A demented tale of horror examining the depths of a family’s roots, Brother twists the whole psycho killer family narrative on its head.

the little girl who was too fond of matches

The Little Girl Who Was Too Fond of Matches

By Gaeton Soucy

The most subtle book on this list in terms of horror, Soucy’s novel is like the film Dogtooth if it was even more demented. Throw in some shades of As I Lay Dying, too.

Two children live with their father in a sprawling estate where life seems to be at a standstill. The father ends up killing himself, leaving the two children to fend for themselves. A testament to an isolated mind, the two kids have conjured an entirely surrealistic dimension to live in. The father’s death shatters their world of ritual and superstition as they face a coming-of-age of sorts, expedited by the dire need to buy a coffin and bury their father.

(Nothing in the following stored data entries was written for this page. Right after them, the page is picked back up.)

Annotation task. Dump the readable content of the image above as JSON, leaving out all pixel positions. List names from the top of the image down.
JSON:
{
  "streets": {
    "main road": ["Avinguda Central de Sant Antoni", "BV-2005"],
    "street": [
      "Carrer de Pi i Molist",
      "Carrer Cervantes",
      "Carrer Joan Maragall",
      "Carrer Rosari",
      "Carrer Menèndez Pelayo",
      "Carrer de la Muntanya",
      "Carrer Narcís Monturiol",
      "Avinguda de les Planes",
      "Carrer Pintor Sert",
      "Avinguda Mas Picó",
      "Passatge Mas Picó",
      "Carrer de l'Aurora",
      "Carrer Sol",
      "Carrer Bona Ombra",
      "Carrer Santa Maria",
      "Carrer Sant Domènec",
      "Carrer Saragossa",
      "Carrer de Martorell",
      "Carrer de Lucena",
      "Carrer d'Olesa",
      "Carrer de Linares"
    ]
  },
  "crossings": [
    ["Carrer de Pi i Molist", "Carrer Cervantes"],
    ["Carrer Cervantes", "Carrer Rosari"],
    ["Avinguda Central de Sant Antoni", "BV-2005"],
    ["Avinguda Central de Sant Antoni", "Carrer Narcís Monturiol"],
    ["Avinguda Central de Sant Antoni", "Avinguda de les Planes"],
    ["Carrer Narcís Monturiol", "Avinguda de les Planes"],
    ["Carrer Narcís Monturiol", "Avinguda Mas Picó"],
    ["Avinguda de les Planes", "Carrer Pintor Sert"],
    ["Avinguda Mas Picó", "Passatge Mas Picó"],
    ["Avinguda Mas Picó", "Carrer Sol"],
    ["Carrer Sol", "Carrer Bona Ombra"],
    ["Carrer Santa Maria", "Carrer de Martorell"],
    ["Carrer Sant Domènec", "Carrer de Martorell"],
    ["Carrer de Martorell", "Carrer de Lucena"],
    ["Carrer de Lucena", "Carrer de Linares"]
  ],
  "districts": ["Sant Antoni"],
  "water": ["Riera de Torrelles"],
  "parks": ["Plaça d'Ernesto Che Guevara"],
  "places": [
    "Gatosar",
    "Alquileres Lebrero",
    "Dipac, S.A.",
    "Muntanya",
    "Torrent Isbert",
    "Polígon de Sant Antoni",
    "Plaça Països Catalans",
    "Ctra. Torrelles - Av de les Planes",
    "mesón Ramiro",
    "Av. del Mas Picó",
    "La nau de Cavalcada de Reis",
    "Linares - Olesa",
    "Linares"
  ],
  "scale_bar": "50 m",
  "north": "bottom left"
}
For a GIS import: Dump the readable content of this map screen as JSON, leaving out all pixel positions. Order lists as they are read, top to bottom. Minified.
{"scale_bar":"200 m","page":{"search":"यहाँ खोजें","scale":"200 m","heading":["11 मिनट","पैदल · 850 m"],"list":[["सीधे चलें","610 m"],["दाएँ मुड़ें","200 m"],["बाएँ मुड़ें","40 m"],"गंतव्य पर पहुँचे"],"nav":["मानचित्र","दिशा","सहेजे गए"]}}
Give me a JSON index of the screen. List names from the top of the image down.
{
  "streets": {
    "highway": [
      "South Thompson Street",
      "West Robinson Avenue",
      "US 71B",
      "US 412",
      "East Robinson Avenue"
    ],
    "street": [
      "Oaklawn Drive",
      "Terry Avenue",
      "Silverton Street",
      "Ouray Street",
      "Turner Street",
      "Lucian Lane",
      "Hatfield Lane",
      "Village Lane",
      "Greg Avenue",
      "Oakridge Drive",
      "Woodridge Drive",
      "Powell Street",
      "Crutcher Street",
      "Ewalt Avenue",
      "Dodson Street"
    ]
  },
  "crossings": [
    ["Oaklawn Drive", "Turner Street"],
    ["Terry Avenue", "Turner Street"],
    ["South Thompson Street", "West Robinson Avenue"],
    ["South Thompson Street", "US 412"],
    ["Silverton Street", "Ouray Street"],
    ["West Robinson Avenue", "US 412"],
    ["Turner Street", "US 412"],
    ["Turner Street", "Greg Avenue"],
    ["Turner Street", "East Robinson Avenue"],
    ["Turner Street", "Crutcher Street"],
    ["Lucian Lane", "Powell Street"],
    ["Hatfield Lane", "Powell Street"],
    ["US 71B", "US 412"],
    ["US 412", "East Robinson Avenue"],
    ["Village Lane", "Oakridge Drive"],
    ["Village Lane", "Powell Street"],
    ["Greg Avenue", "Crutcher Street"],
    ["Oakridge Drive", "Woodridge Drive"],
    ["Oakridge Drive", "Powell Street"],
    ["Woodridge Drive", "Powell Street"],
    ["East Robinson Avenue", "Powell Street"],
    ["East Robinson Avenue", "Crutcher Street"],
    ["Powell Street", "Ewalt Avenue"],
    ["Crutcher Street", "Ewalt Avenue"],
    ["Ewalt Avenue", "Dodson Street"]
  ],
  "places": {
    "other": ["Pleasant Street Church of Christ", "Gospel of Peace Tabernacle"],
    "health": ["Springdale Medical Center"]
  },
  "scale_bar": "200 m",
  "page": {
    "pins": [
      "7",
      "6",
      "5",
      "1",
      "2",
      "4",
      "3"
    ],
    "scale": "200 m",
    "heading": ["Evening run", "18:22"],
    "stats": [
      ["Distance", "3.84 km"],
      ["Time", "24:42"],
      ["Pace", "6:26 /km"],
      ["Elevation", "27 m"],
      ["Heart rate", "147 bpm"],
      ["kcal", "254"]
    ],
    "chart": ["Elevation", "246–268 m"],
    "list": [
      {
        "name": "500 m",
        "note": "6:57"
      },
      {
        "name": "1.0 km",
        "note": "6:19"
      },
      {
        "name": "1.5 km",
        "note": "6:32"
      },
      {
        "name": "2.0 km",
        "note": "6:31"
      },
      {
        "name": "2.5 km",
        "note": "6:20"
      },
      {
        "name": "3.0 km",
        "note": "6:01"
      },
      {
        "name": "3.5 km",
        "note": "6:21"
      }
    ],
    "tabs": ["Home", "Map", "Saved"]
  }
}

Equal parts puzzle and linguistic exercise, Soucy has written a book that is quite unlike any other.

he started it

He Started It

By Samantha Downing

If you’ve ever gone on a road trip as a family, you’ll quickly find yourself right at home in Downing’s He Started It. Three estranged siblings are called to reconvene when their rich grandfather dies, and his will stipulates that they all stand to inherit quite a bit of money. The catch? They have to do everything he has stated in the will, including the reenactment of a cross-country road trip they all took when they were younger. Naturally, there are plenty of twists and turns, equal parts tumultuous and tense, that lead the siblings into a crazy journey that extrapolates their familial past along with issues they’ve never addressed.

dark lullaby

Dark Lullaby

By Polly Ho-Yen

Ho-Yen’s Dark Lullaby tosses readers into a dismal futuristic authoritarian state where 99.98% of the human population cannot have children. A la Big Brother and 1984, the government keeps a “watchful eye” on everyone. Everything a person does is analyzed and judged. The rich can buy test-tube babies, while those less lucky are forced to try Induction, a risky process aimed to successfully give birth. Kit is about to try the process only to step back, being labeled an “out,” or a person socially shunned and shamed for not going through with the Induction process.

Ho-Yen explores themes of motherhood and loss in a frigid dystopian setting built to inspect the intricacies of childbirth and the importance of bringing life into a dying world.

diverse horror authors

The Changeling

By Victor LaValle

LaValle’s The Changeling has been cited often for its genre-bending tale of fatherhood and family distress—and with good reason. The novel remains a memorable journey, involving a parent seeking his missing wife.

Related: Victor LaValle: Where to Begin with the Award-Winning Horror Author

Apollo is a new father and book dealer whose wife, Emma, suffers from what seems initially like post-partum depression after delivering their child. Emma soon disappears, and Apollo must seek out his wife’s whereabouts, leading him everywhere from unknown corners of New York City to graveyards and everything in between.

The Changeling exhibits the undying love and commitment of a parent for their loved ones, no matter how far it takes them and how much is asked of them to save those they call family.